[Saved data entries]
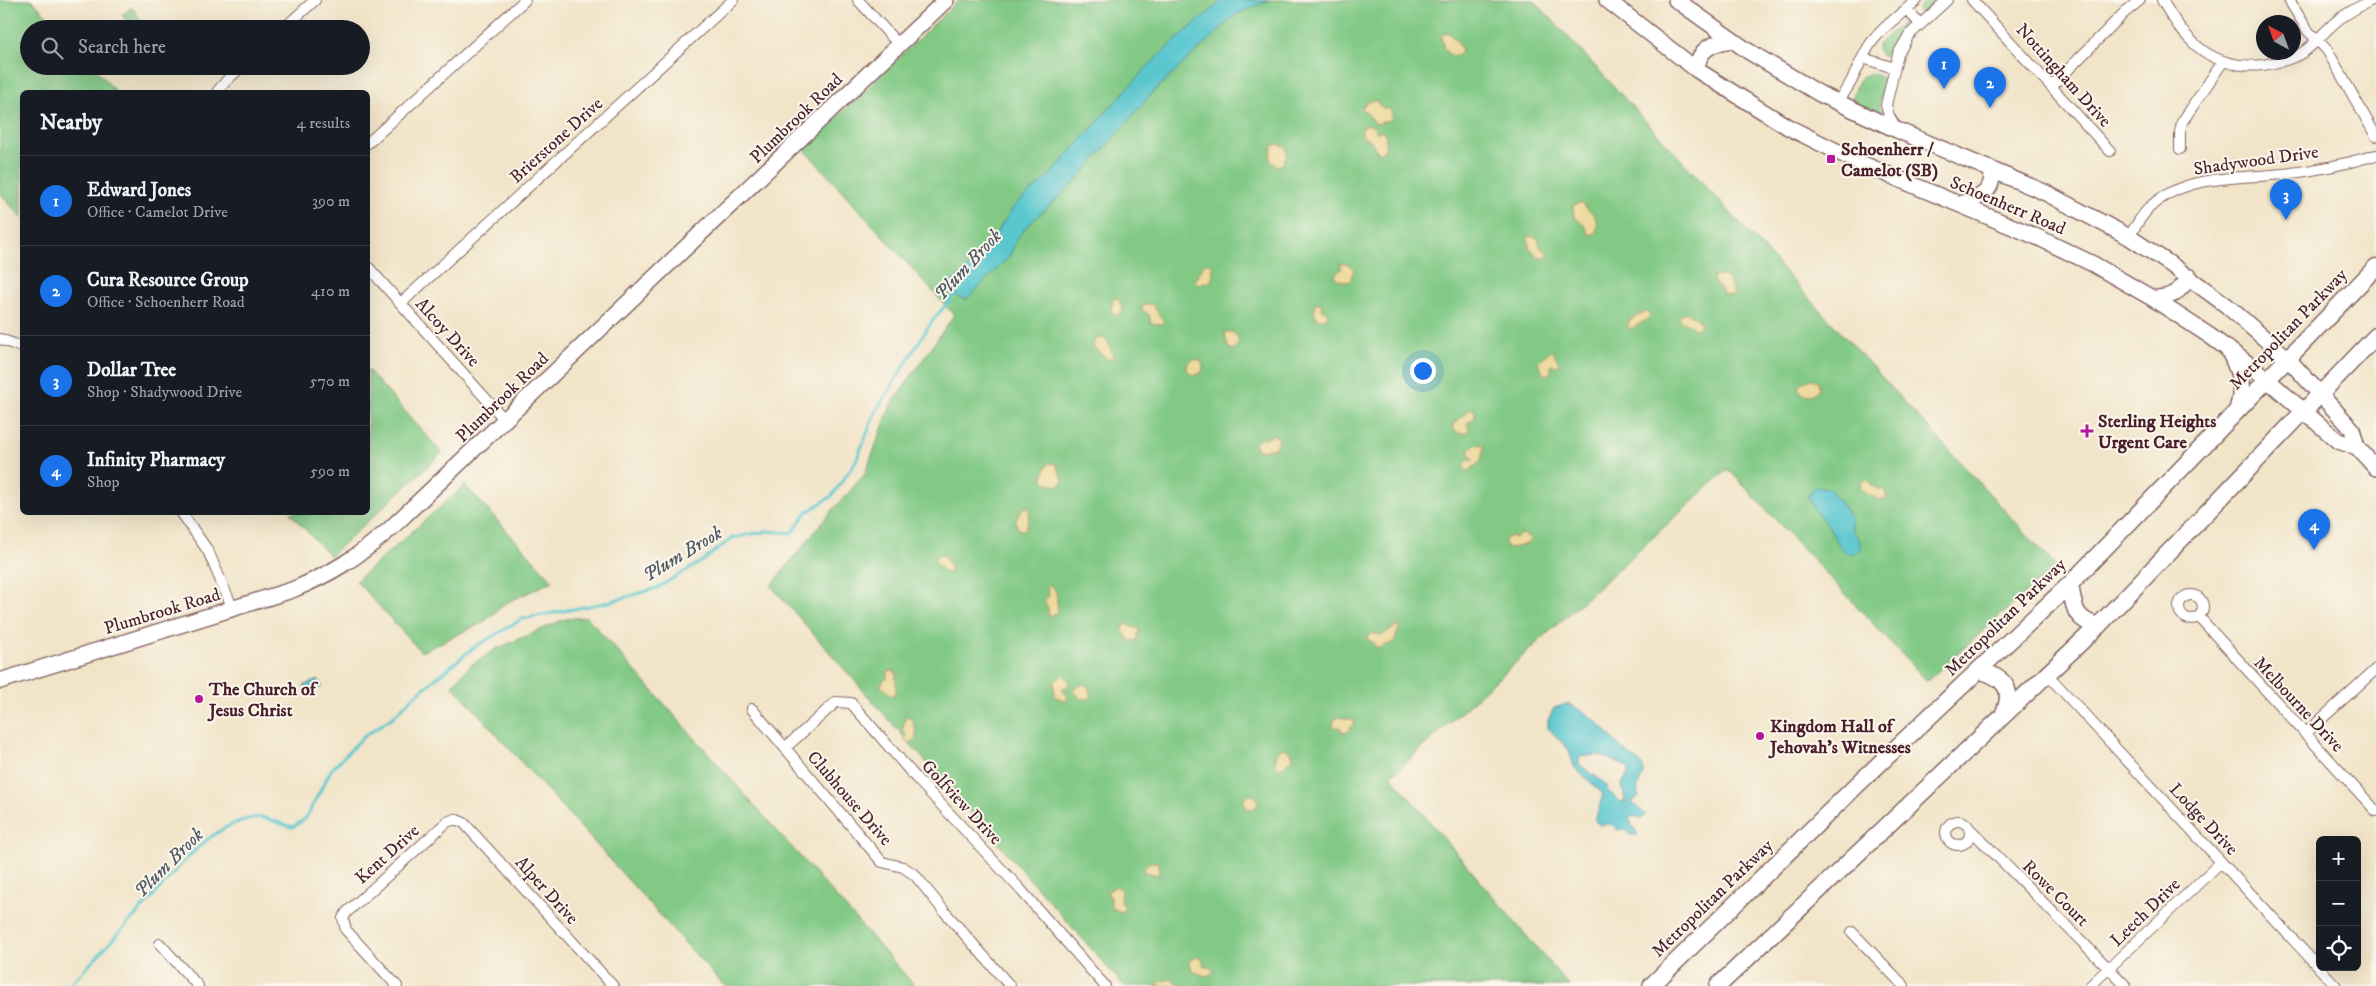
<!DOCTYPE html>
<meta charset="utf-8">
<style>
:root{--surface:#171b24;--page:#20242c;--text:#f1f3f6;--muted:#9ea1a6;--line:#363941;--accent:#1a73e8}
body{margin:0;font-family:"IM FELL DW Pica",serif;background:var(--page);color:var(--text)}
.controls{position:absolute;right:15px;bottom:15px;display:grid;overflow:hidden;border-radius:8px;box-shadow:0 5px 20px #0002}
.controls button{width:45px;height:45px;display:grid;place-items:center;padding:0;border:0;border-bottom:1px solid var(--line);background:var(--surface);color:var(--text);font:25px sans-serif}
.compass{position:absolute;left:2256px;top:15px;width:45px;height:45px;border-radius:50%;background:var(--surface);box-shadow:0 5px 20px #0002;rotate:319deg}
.you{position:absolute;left:1422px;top:370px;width:18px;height:18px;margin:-12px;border:4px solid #fff;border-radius:50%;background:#1a73e8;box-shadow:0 0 0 8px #1a73e833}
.badge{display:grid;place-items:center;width:32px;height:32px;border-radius:50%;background:var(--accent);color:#fff;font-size:16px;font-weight:700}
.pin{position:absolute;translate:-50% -41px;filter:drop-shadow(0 1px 2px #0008)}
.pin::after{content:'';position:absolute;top:26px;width:18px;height:15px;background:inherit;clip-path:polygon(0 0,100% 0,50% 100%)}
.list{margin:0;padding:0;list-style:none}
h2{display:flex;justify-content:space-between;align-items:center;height:65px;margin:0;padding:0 20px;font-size:21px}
h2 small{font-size:16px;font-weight:400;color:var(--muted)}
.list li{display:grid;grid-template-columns:32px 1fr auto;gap:15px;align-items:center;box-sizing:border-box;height:90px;padding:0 20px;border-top:1px solid var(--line)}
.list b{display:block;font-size:19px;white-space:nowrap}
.list p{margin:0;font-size:16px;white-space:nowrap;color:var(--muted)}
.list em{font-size:16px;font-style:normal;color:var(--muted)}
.icon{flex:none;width:28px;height:28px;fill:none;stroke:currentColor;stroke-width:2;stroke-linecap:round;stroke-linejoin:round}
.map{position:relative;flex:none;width:2376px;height:986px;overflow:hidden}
.search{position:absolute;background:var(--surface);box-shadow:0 5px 20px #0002;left:20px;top:20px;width:350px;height:55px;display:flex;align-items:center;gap:12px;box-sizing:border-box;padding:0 18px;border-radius:28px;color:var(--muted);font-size:19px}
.panel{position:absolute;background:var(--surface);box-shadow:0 5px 20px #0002;left:20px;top:90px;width:350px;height:425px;border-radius:8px}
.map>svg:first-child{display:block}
</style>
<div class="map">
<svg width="2376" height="986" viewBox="0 0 2376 986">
<rect width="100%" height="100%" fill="#fbf7ec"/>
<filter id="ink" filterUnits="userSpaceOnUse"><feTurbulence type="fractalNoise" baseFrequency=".02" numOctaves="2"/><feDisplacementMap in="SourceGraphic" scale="10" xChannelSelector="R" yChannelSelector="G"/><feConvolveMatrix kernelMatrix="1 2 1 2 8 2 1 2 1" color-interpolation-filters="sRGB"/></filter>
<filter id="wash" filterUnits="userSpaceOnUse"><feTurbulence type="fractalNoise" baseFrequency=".0096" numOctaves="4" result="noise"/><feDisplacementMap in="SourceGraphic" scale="20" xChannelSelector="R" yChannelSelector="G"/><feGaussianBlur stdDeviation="1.12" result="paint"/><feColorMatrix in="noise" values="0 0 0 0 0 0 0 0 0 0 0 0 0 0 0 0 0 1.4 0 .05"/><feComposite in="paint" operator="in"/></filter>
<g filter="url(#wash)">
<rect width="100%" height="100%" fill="#f1e4c8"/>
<path fill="#81c985" stroke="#667458" d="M0,0H32L59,29H29V66H93L116,92H22V218L0,193Z
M959,0H1534L2056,566L1927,681L1728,469L1391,776L1569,986H1124L771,586L824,520L865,474L891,405L954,315L804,149Z
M1926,0H1938L1923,14L1918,13V8Z
M132,7L141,20L131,27L122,15Z
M1904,20L1909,21L1910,26C1901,35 1898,47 1889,56H1882L1877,49L1878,45Z
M1870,73L1881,77L1884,83L1879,105L1881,115L1851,101L1860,78Z
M368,370L442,453L330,556L290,513L368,512Z
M465,485L553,581L506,603L484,622L421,652L356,581Z
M587,617L915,986H724L452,685L471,665L496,649L565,619Z"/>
<path fill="#eeda9e" stroke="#9c7c64" d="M1446,32C1452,35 1459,44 1462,50L1457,56L1450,55L1444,49L1441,37Z
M1370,101H1376L1381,107L1391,110L1392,117L1388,121H1381L1380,124L1375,123L1366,111H1361L1363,106Z
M1367,124L1373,126L1376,132L1383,131L1386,136L1385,150L1378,153L1371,141L1362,136V128Z
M1278,144L1286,147L1287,153L1283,164L1277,166L1271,162L1270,156L1273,146Z
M1581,203L1594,215L1598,226L1595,233L1589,235L1586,227L1574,217L1573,205Z
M1530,236L1538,238L1540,247L1548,253L1547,258H1539L1529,247L1528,238Z
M1205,263H1208L1213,266L1212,279L1207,283L1204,282L1198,285L1195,280Z
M1340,264H1347L1354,269L1350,282L1339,280L1335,277L1336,273L1342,269Z
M1717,276L1726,277L1734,292L1733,296L1724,295L1720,288L1714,283L1713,277Z
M1118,298L1123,309L1116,316L1111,310L1113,299Z
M1316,302L1322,304V309L1328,313L1326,319H1316L1314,308Z
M1152,304L1164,322L1162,324L1151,323L1149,314L1142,310L1143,305Z
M1647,311L1650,315L1648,319L1631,329L1627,327L1630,320Z
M1686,312L1699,320L1701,326L1694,330L1690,324L1681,322L1679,316Z
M1224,332H1232L1237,336L1239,343L1233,350L1228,347Z
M1106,338L1114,358L1107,359L1093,347L1095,339Z
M1550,351L1553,352L1559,363L1557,366L1551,365V373L1544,375L1538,362Z
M1187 367a8 8 0 1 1 16 0a8 8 0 1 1-16 0Z
M1811,379L1818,381L1819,390L1811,395L1802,394L1798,387L1803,382Z
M1470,408L1475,411V418L1467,423L1469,429L1466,433H1458L1454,430V425Z
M1275,435L1279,440L1275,448L1262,451L1256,449L1255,443L1258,440Z
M1477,444L1484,446L1481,461L1468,472L1463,466L1467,461L1473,460L1469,454V449Z
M1049,463L1056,464L1063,480L1061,485C1054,487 1047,484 1043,479L1045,469Z
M1866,479L1875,488L1884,490L1887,497L1882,500C1875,499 1865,493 1860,488L1861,482Z
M1024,507L1029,508C1030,514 1028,525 1024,530H1020C1012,521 1018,515 1024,507Z
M1521,534L1529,537L1530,543L1508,549L1505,543L1506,538L1512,536L1516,538Z
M939,555L945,556L951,570L949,573H946L936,564L935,559Z
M1051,585L1056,592L1058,612L1051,616L1048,614V608L1044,601L1049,596L1047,586Z
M1125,624L1139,629L1137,640L1130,641L1122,630Z
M1397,626H1400L1394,642L1380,648H1376L1373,642L1366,639L1371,633L1382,635Z
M891,670L896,672V693L892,696L880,685L887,678V673Z
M1063,674L1069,681V685L1062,689L1068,697L1065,702L1055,696L1054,683Z
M1084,684L1088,687L1092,698L1081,699L1072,689Z
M906,717H910C914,723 919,735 914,741L909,743L905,741L906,734L902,731Z
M1339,717L1353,720L1354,723L1347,732L1342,733L1340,727H1333L1334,720Z
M1284,748L1291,752L1293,758L1283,767L1279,768L1275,764L1277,751Z
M1244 802a7 7 0 1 1 14 0a7 7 0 1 1-14 0Z
M1150,862H1157L1159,864V875L1144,872L1143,868Z
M1116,886L1121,890L1120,901L1125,907L1122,912L1111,908V898L1107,892Z
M1197,957L1203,959V965L1214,970V972L1207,976L1194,972L1189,963L1190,960Z
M1171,979L1182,986H1158L1159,982Z"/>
<path fill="#5ac7cf" stroke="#52737d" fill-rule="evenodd" d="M1223,0H1269L1237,14L1154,91L1076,181L1025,228L1017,239L1009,257L967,299C958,299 951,292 949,285L979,258L1016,204L1047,178L1146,68L1177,39Z
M1816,487L1830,489L1851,518L1852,530L1860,541L1861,548L1854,554H1849L1842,550L1827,524L1812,507L1808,496L1811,491Z
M319,680L322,687L307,693L304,685Z
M1567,704C1599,716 1603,731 1626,752C1631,757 1640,760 1643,767C1648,776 1633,784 1639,796L1634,801L1629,800L1646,815L1642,818L1632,816L1629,819L1638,835H1631L1624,829L1617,830L1611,824L1600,825L1595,821L1603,794L1574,767L1569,750L1548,728V720L1554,708ZM1599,755L1628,767L1629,772L1622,784L1625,801L1621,802L1608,791L1607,785L1579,764V757Z"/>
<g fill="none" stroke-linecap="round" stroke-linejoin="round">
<path stroke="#5ac7cf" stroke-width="3" d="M69,986C95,959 120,932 145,905C175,873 206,826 253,818C267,815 279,825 293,827L306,818L331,770L363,737L393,717L412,698L473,648L522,619L609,602L657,588L704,560L732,538L768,531L792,533L807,512L832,496L856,461L875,413L932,321L958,291"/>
</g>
</g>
<g filter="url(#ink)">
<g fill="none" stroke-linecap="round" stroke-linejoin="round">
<defs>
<path id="street" d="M858,0L899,45
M1972,0L2110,151
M2162,0C2185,41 2211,70 2263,65C2275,63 2291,60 2302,53C2317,43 2327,27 2342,17C2351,11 2362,5 2372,0
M2289,0L2308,31L2327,50L2376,136
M1907,9L1920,24
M283,29L315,0
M1863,58L1894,68
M2052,86L2124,13L2140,0
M217,92L227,80L242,66
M1836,102C1853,86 1857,65 1869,46C1881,28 1901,14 1917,0
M1897,129L1889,116L1886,105L1898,54L1909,35L1947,0
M368,143L525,0
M2180,149V133L2182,122L2222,63
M2129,237C2135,227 2141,216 2149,208C2184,174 2237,179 2283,174C2314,171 2346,164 2376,155
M368,267L505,420
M401,303L733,0
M0,339L22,347
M181,512L208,551L233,609
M2179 607a12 12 0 1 1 24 0a12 12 0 1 1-24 0Z
M2199,617L2376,811
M2047,674L2336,986
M752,709L882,862L903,867L915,875L944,911L1010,986
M2305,734L2376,669
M785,748L836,702L851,703L917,779L1020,889L1105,986
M1946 833a12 12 0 1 1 24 0a12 12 0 1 1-24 0Z
M1970,829L2126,986
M1852,932L1904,986
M160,944L198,986
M397,986L346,930L343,918L347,912L447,822L455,819L464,823L613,986
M2090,986L2221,862"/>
<path id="secondary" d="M1607,0L1697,70L1788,127L1858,162L2037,237L2093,264L2152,298L2210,336L2254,368L2338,441L2357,447
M1676,0L1748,51L1820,94L1897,130L2044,192L2129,237L2170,264L2226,305L2287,358L2352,429L2357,447L2376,468
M1697,70C1698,49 1712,43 1732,40
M1960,204C1979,199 1996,191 1991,169
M2152,298C2171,299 2179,292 2190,277
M0,681L292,590C331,574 358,557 390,529L946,0"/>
<path id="primary" d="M2228,349C2239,369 2245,386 2238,408
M2070,584C2074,606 2073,619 2098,626
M1979,670C2005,678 2015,689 2003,715
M1651,986L1858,784L2070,584L2376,267
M1718,986L2098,626L2376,336"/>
</defs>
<use href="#street" stroke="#846462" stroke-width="12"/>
<use href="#secondary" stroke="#846462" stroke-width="18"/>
<use href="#primary" stroke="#846462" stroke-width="19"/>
<use href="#street" stroke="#fff" stroke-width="10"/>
<use href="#secondary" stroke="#fff" stroke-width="15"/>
<use href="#primary" stroke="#fff" stroke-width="16"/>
</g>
</g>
<g fill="#b5179e" stroke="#fbf7ec" stroke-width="2">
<rect x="1826" y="154" width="10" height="10" rx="2.5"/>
<path d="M2084.5 423.5h5v5h5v5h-5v5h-5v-5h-5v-5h5z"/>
<circle cx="199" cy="699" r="5"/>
<circle cx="1760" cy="736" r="5"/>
</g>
<g text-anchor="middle" stroke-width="4" stroke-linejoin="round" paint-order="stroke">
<g font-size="18" fill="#4a1f2b" stroke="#fbf7ec">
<text transform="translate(2064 75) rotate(48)" y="6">Nottingham Drive</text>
<text transform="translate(796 118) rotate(-44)" y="6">Plumbrook Road</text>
<text transform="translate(556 140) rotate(-42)" y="6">Brierstone Drive</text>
<text transform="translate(2256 160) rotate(-8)" y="6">Shadywood Drive</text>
<text transform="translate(2008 205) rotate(23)" y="6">Schoenherr Road</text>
<text transform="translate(2288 329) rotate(-46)" y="6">Metropolitan Parkway</text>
<text transform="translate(448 332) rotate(48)" y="6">Alcoy Drive</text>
<text transform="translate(502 397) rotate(-44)" y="6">Plumbrook Road</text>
<text transform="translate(162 611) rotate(-17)" y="6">Plumbrook Road</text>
<text transform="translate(2005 617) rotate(-44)" y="6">Metropolitan Parkway</text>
<text transform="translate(2299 704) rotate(47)" y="6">Melbourne Drive</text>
<text transform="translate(850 798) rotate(49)" y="6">Clubhouse Drive</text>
<text transform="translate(962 802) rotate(47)" y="6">Golfview Drive</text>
<text transform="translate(2204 819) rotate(47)" y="6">Lodge Drive</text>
<text transform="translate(387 854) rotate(-42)" y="6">Kent Drive</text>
<text transform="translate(547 890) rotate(48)" y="6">Alper Drive</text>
<text transform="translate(2056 893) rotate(45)" y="6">Rowe Court</text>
<text transform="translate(1712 898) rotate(-44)" y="6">Metropolitan Parkway</text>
<text transform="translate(2145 912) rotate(-44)" y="6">Leech Drive</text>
</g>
<g font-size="18" font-weight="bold" fill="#4a1f2b" stroke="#fbf7ec" text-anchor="start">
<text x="1841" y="155">Schoenherr /<tspan x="1841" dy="21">Camelot (SB)</tspan></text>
<text x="2098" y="427">Sterling Heights<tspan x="2098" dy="21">Urgent Care</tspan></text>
<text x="209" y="695">The Church of<tspan x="209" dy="21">Jesus Christ</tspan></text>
<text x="1770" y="732">Kingdom Hall of<tspan x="1770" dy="21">Jehovah's Witnesses</tspan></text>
</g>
<g font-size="19" font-style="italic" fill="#505a64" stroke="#fbf7ec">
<text transform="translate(967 264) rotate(-47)" y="7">Plum Brook</text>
<text transform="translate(682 553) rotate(-31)" y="7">Plum Brook</text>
<text transform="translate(168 862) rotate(-45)" y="7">Plum Brook</text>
</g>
</g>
</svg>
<div class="controls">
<button>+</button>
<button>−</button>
<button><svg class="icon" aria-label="locate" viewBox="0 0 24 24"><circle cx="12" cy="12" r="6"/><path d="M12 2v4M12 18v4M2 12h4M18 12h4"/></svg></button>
</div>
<svg class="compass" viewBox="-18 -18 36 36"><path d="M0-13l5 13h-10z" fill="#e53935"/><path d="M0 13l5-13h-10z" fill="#9ea1a6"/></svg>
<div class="you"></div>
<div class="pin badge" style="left:1944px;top:89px">1</div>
<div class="pin badge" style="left:1990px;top:108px">2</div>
<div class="pin badge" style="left:2286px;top:220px">3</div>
<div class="pin badge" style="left:2314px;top:550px">4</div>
<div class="search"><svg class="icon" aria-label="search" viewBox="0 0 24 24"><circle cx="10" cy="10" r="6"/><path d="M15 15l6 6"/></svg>Search here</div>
<section class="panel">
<h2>Nearby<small>4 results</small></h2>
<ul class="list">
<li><span class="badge">1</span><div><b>Edward Jones</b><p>Office · Camelot Drive</p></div><em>390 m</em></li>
<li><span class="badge">2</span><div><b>Cura Resource Group</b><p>Office · Schoenherr Road</p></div><em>410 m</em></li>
<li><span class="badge">3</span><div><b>Dollar Tree</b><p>Shop · Shadywood Drive</p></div><em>570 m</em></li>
<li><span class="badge">4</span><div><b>Infinity Pharmacy</b><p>Shop</p></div><em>590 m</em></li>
</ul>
</section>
</div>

• WORK REQUIRED
Only the number is wanted: how many lines in the entries above include the word "serif"?

• SOLUTION BELOW
2